Sponsored Session: Software Supply Chain Threat Landscapes: A Moving Target

The presentation discusses the evolving threat landscape in software supply chains and the need for developer-first security tools.

• Organized attackers are exploiting vulnerabilities in open source ecosystems by making their malware appear legitimate.
• Security and development teams need to understand the cascading impacts and changing landscapes of these exploitations.
• The supply chains of open source ecosystems are everywhere in the software development process.
• The attacks are focused on the developers and the development infrastructure itself.
• The development infrastructure can be a significant way into the rest of the organization.
• The presentation emphasizes the need for developer-first security tools to address the evolving threat landscape.

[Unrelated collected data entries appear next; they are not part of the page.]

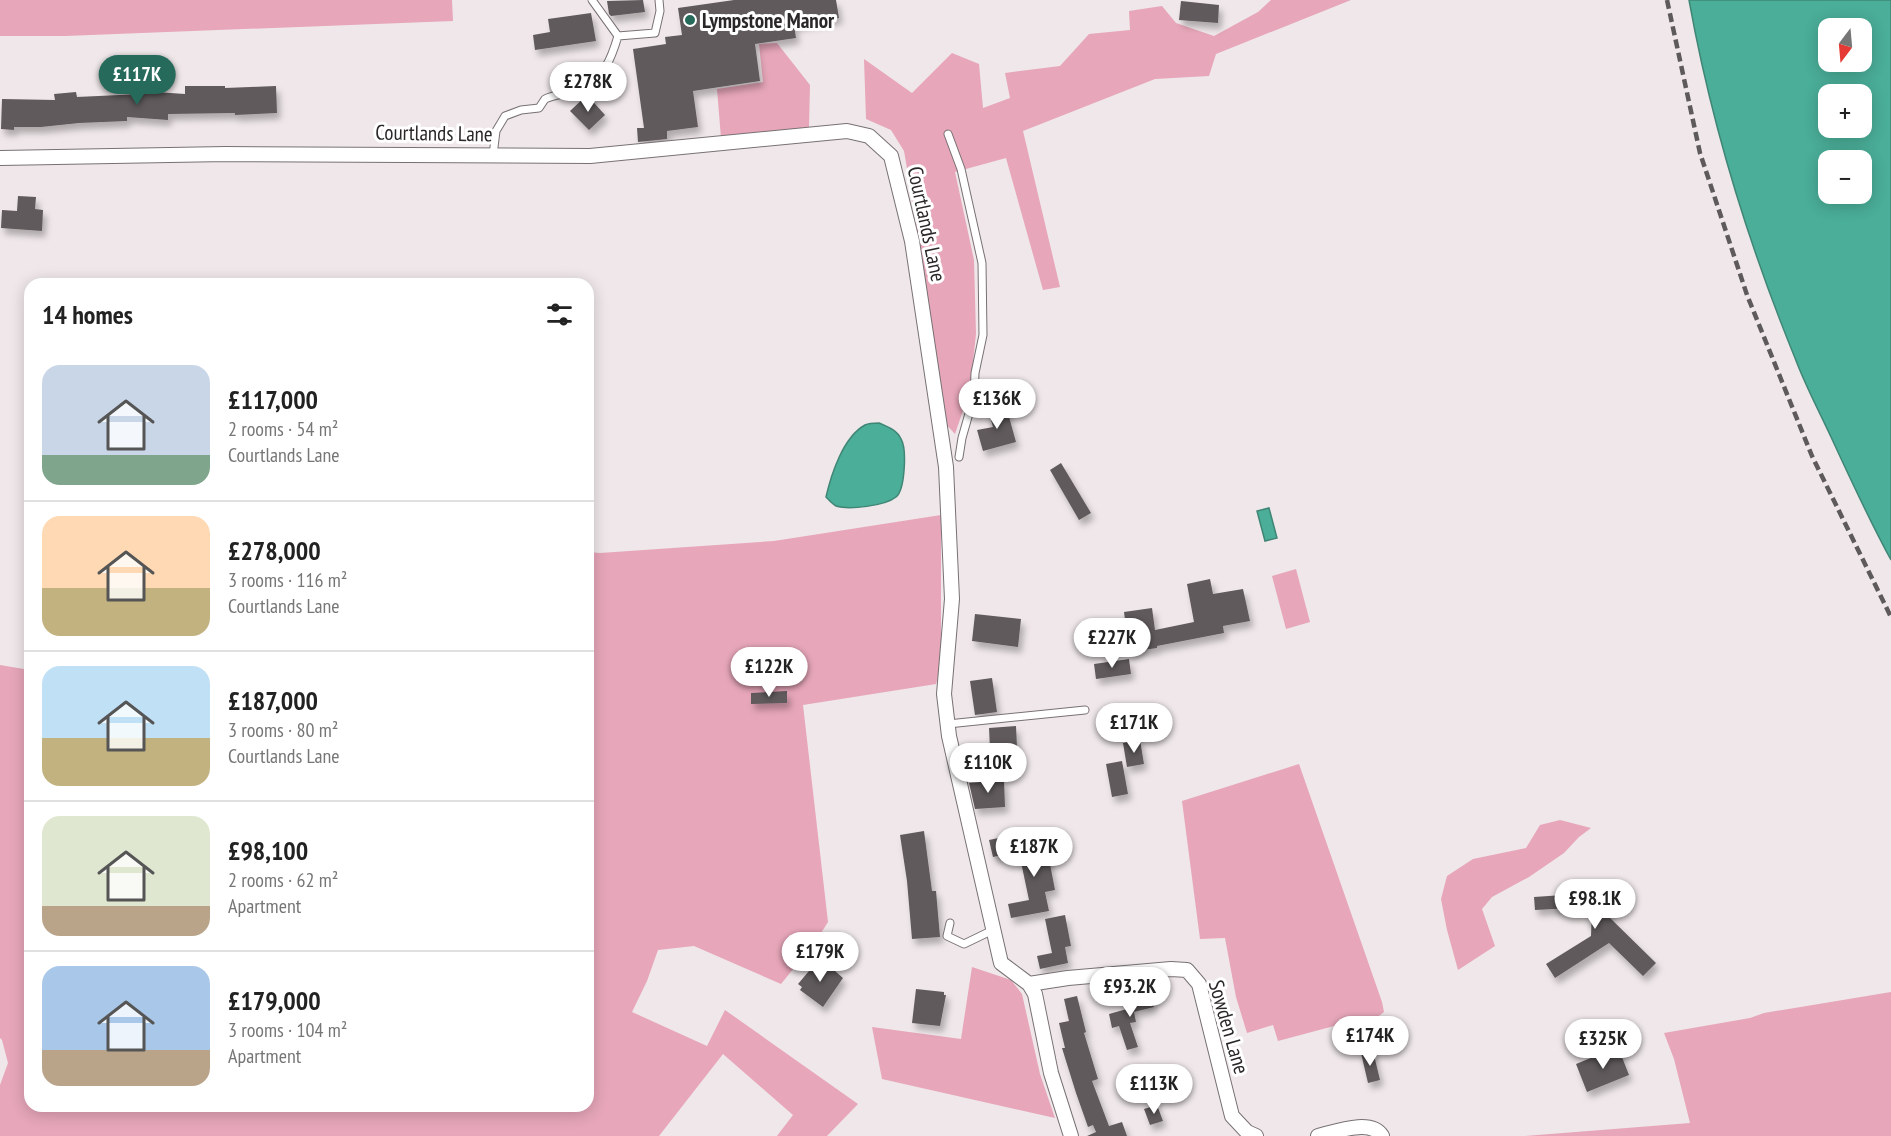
<!DOCTYPE html>
<meta charset="utf-8">
<style>
:root{--surface:#fff;--page:#f2f2f2;--text:#222;--muted:#767676;--line:#e0e0e0;--accent:#266a5b}
body{margin:0;font-family:"PT Sans Narrow",sans-serif;background:var(--page);color:var(--text);height:100vh;display:flex;flex-direction:column;font-size:22px;white-space:nowrap}
*{box-sizing:border-box;margin:0}
p{font-size:20px;color:var(--muted)}
.icon{flex:none;width:33px;height:33px;fill:none;stroke:currentColor;stroke-width:2;stroke-linecap:round;stroke-linejoin:round}
.map{position:relative;flex:1;overflow:hidden}
.panel{position:absolute;left:24px;top:278px;width:570px;height:834px;display:flex;flex-direction:column;background:var(--surface);border-radius:18px;box-shadow:0 3px 15px #0003}
.panel>*{flex:none}
.needle{width:39px;rotate:196deg}
.controls{position:absolute;left:1818px;top:18px;display:grid;gap:12px}
.controls a{display:grid;place-items:center;width:54px;height:54px;border-radius:12px;background:var(--surface);box-shadow:0 3px 15px #0003;font-size:30px}
.price{position:absolute;translate:-50% -51px;padding:0 14px;border-radius:21px;background:#fff;color:#222;font-size:20px;line-height:39px;filter:drop-shadow(0 2px 3px #0008)}
.price::after{content:'';position:absolute;left:50%;top:36px;width:18px;height:14px;margin-left:-9px;background:inherit;clip-path:polygon(0 0,100% 0,50% 100%)}
.price.selected{background:var(--accent);color:#fff}
ul{padding:0;list-style:none}
li{display:flex;align-items:center;gap:18px;height:150px;padding:0 18px}
li+li{border-top:2px solid var(--line)}
li span{display:grid;place-items:center;flex:none;width:168px;height:120px;border-radius:18px;color:#555}
li>.icon{margin-inline-start:auto}
span .icon{width:72px;height:72px;fill:#fffc;stroke-width:1}
li b{font-size:26px}
h2{display:flex;justify-content:space-between;align-items:center;height:72px;padding:0 18px;font-size:26px}
.map>svg:first-child{display:block}
</style>
<div class="map">
<svg width="1891" height="1136" viewBox="0 0 1891 1136">
<defs>
<filter id="shadow"><feDropShadow dx="3.5" dy="6" stdDeviation="3" flood-color="#0004"/></filter>
</defs>
<rect width="100%" height="100%" fill="#efe7e9"/>
<path fill="#e7a6ba" d="M0 0H452L453 21 65 36H0Z
M1271 0H1351L1216 54 1209 76 1155 79 1023 131 1060 287 1043 290 1006 158 955 172 974 260 976 334 970 390 955 434 943 421 933 368 916 221 904 151 891 130 866 119 864 59 912 93 952 53 979 64 983 108 1010 98 1005 73 1060 66 1089 34 1130 30 1129 11 1162 6 1176 23 1214 36 1258 12Z
M777 43 810 85 809 127 721 138 717 89 763 82 759 44Z
M941 515V664L936 684 803 705 828 922 816 941 781 984 694 946 658 950 647 981 632 1012 707 1046 725 1010 858 1104 827 1136H777L793 1115 723 1054 659 1136H0V1085L8 1063 2 1040 0 1038V665L30 670V1106H588V552L600 553 774 541Z
M1296 569 1310 622 1286 629 1272 576Z
M1299 764 1382 1002 1384 1012 1371 1022 1346 1035 1334 1026 1278 1041 1273 1025 1247 1033 1236 997 1225 938 1200 939 1182 801Z
M1560 820 1591 828 1579 837 1564 853 1529 877 1492 897 1482 909 1495 946 1458 970 1447 930 1441 899 1447 876 1473 859 1526 848 1540 825Z
M972 967 1011 980 1022 994 1040 1074 1055 1118 882 1079 872 1027 961 1039Z
M1891 992V1136H1525L1690 1123 1674 1059 1664 1033 1750 1018 1764 1013Z"/>
<path fill="#4aae98" stroke="#408676" stroke-width="1.5" fill-rule="evenodd" d="M1689 0H1891V560C1869 520 1850 478 1831 437 1819 411 1805 385 1795 358 1748 243 1711 122 1689 0ZM1828 28H1862V62H1828ZM1828 94H1862V128H1828ZM1828 160H1862V194H1828Z
M879 423C888 427 897 430 901 439 907 449 905 490 896 497 885 506 849 510 836 506 832 504 829 500 826 497 831 475 843 437 865 425 869 423 874 423 879 423Z
M1269 508 1277 538 1265 541 1257 511Z"/>
<path fill="#605a5c" filter="url(#shadow)" d="M643 0 645 12 611 16 609 14 607 1Z
M734 0H836L839 18 794 25 796 38 755 44 760 81 693 91 698 127 667 131V139L638 142 637 128H644L633 49 666 44 665 37 682 35 678 8Z
M1181 1 1219 5 1218 23 1179 20Z
M591 13 596 41 535 50 533 35 550 32 548 19Z
M185 86H225V88L276 86 277 113 235 115V113L168 114V120L127 117V121L79 123 41 127H14V130L1 129 2 99 55 100 54 94 76 92 77 97 141 94V91L185 94Z
M587 95 605 115 589 130 570 111Z
M18 196 36 197 35 209 43 210 42 231 1 228 2 210 17 211Z
M1015 387 1019 402 996 408 992 393Z
M1006 406 1016 442 983 451 977 430 993 427 988 410Z
M1061 463 1091 513 1079 520 1050 470Z
M1210 579 1213 594 1243 589 1250 621 1223 626 1224 633 1157 646V648L1129 652 1124 612 1152 608 1155 630 1194 622 1187 584Z
M975 614 1021 619 1018 647 972 641Z
M1129 659 1131 674 1096 679 1094 664Z
M992 678 997 712 975 715 970 681Z
M787 691V703L751 704V693Z
M1016 726 1017 747 990 749 989 728Z
M1140 740 1144 764 1127 767 1123 743Z
M1122 761 1128 794 1112 797 1106 764Z
M1004 780 1005 807 975 809 969 783Z
M924 831 932 891H936L940 937 912 939 907 881 900 835Z
M1008 836 1011 853 993 857 989 840Z
M1045 838 1055 890 1045 892 1049 911 1011 918 1008 904 1029 900 1017 843Z
M1593 881H1611L1609 917 1656 963 1643 976 1609 943 1555 978 1546 964 1591 936 1592 907 1535 910 1534 897 1593 893Z
M1065 915 1071 946 1065 947 1068 963 1040 969 1037 956 1052 953 1045 919Z
M820 958 843 978 823 1007 800 990 802 987 798 984Z
M916 989 944 992V995H946L940 1026 912 1023Z
M1150 993 1154 1007 1134 1012 1136 1022 1130 1023 1138 1047 1127 1050 1119 1026 1112 1028 1109 1014 1127 1009 1125 1001 1131 1000V998Z
M1077 996 1086 1032 1084 1033 1098 1079 1092 1081 1109 1126 1122 1122 1127 1136H1087L1096 1132 1093 1125 1088 1127 1076 1093 1062 1048H1065L1059 1023 1069 1021 1064 999Z
M1618 1047 1629 1075 1587 1092 1576 1064Z
M1373 1051 1380 1080 1368 1083 1361 1053Z
M1157 1105 1163 1121 1150 1125 1144 1109Z"/>
<g fill="none" stroke-linecap="round" stroke-linejoin="round">
<defs>
<path id="service" d="M618 36 655 33 660 11 659 0
M948 134 961 169 982 263 983 335 975 373 974 396 962 438 959 457
M493 155 496 131 505 116 521 110 539 108 545 99C556 94 570 93 581 88 604 77 611 60 618 36L592 0
M948 724 1085 710
M950 923 947 936 964 944 993 930"/>
<path id="minor" d="M0 158 226 154 590 156 847 131 869 136 891 156 912 241 946 467 952 599 944 694 949 736 1001 963 1029 984 1035 994 1051 1073 1071 1136
M1029 984 1068 978 1171 969 1187 970 1199 984 1232 1116 1247 1132 1256 1136
M1318 1136C1335 1132 1371 1118 1382 1136"/>
</defs>
<use href="#service" stroke="#787173" stroke-width="9"/>
<use href="#minor" stroke="#787173" stroke-width="16"/>
<use href="#service" stroke="#fff" stroke-width="7"/>
<use href="#minor" stroke="#fff" stroke-width="14"/>
<path stroke="#5e5a5b" stroke-width="4.5" stroke-dasharray="9 4.5" stroke-linecap="butt" d="M1667 0 1700 153 1747 295 1812 456 1891 617"/>
</g>
<circle fill="#266a5b" stroke="#fff" stroke-width="2" cx="690" cy="20" r="6"/>
<g text-anchor="middle" dominant-baseline="central" stroke-width="6" stroke-linejoin="round" paint-order="stroke">
<g font-size="21" font-weight="bold" fill="#2a2728" stroke="#fff" text-anchor="start">
<text x="702" y="20">Lympstone Manor</text>
</g>
<g font-size="21" fill="#2a2728" stroke="#fff">
<text transform="translate(434 133) rotate(1)">Courtlands Lane</text>
<text transform="translate(927 224) rotate(78)">Courtlands Lane</text>
<text transform="translate(1229 1027) rotate(74)">Sowden Lane</text>
</g>
</g>
</svg>
<div class="controls">
<a><svg class="needle" viewBox="-14 -14 28 28"><path d="M0-13l5 13h-10z" fill="#e53935"/><path d="M0 13l5-13h-10z" fill="#767676"/></svg></a>
<a>+</a>
<a>−</a>
</div>
<b class="price selected" style="left:137px;top:106px">£117K</b>
<b class="price" style="left:588px;top:113px">£278K</b>
<b class="price" style="left:997px;top:430px">£136K</b>
<b class="price" style="left:1112px;top:669px">£227K</b>
<b class="price" style="left:769px;top:698px">£122K</b>
<b class="price" style="left:1134px;top:754px">£171K</b>
<b class="price" style="left:988px;top:794px">£110K</b>
<b class="price" style="left:1034px;top:878px">£187K</b>
<b class="price" style="left:1595px;top:930px">£98.1K</b>
<b class="price" style="left:820px;top:983px">£179K</b>
<b class="price" style="left:1130px;top:1018px">£93.2K</b>
<b class="price" style="left:1370px;top:1067px">£174K</b>
<b class="price" style="left:1603px;top:1070px">£325K</b>
<b class="price" style="left:1154px;top:1115px">£113K</b>
<section class="panel">
<h2>14 homes<svg class="icon" aria-label="filters" viewBox="0 0 24 24"><path d="M4 7h16M4 17h16"/><circle cx="9" cy="7" r="2"/><circle cx="15" cy="17" r="2"/></svg></h2>
<ul>
<li><span style="background:linear-gradient(#c9d6e8 75%,#7fa58c 0)"><svg class="icon" aria-label="home" viewBox="0 0 24 24"><path d="M3 11l9-7 9 7M6 9v11h12V9"/></svg></span><div><b>£117,000</b><p>2 rooms · 54 m²</p><p>Courtlands Lane</p></div></li>
<li><span style="background:linear-gradient(#ffd9b3 60%,#c2b280 0)"><svg class="icon" aria-label="home" viewBox="0 0 24 24"><path d="M3 11l9-7 9 7M6 9v11h12V9"/></svg></span><div><b>£278,000</b><p>3 rooms · 116 m²</p><p>Courtlands Lane</p></div></li>
<li><span style="background:linear-gradient(#bfe0f5 60%,#c2b280 0)"><svg class="icon" aria-label="home" viewBox="0 0 24 24"><path d="M3 11l9-7 9 7M6 9v11h12V9"/></svg></span><div><b>£187,000</b><p>3 rooms · 80 m²</p><p>Courtlands Lane</p></div></li>
<li><span style="background:linear-gradient(#dfe7d0 75%,#b9a48a 0)"><svg class="icon" aria-label="home" viewBox="0 0 24 24"><path d="M3 11l9-7 9 7M6 9v11h12V9"/></svg></span><div><b>£98,100</b><p>2 rooms · 62 m²</p><p>Apartment</p></div></li>
<li><span style="background:linear-gradient(#a9c7e8 70%,#b9a48a 0)"><svg class="icon" aria-label="home" viewBox="0 0 24 24"><path d="M3 11l9-7 9 7M6 9v11h12V9"/></svg></span><div><b>£179,000</b><p>3 rooms · 104 m²</p><p>Apartment</p></div></li>
</ul>
</section>
</div>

The speaker shares an anecdote about a white hat who released a proof of concept called the dependency confusion attack. This attack exploited the lack of control over where developers were getting their dependencies from. The attacker put a high version number of a project called foo on a public repo, and the build systems would fetch that version from the public repo. The speaker was worried that attackers would take advantage of this vulnerability, and within the first 72 hours, there were 300 copycats looking for bug bounties. Within a week, the number of suspicious things had increased significantly.

There are growing numbers of organized attackers whose sole focus is exploiting vulnerabilities in open source ecosystems, frequently by making their malware appear legitimate. Security and development teams need to understand the cascading impacts and changing landscapes of these exploitations, and put developer-first security tools in the hands of developers everywhere.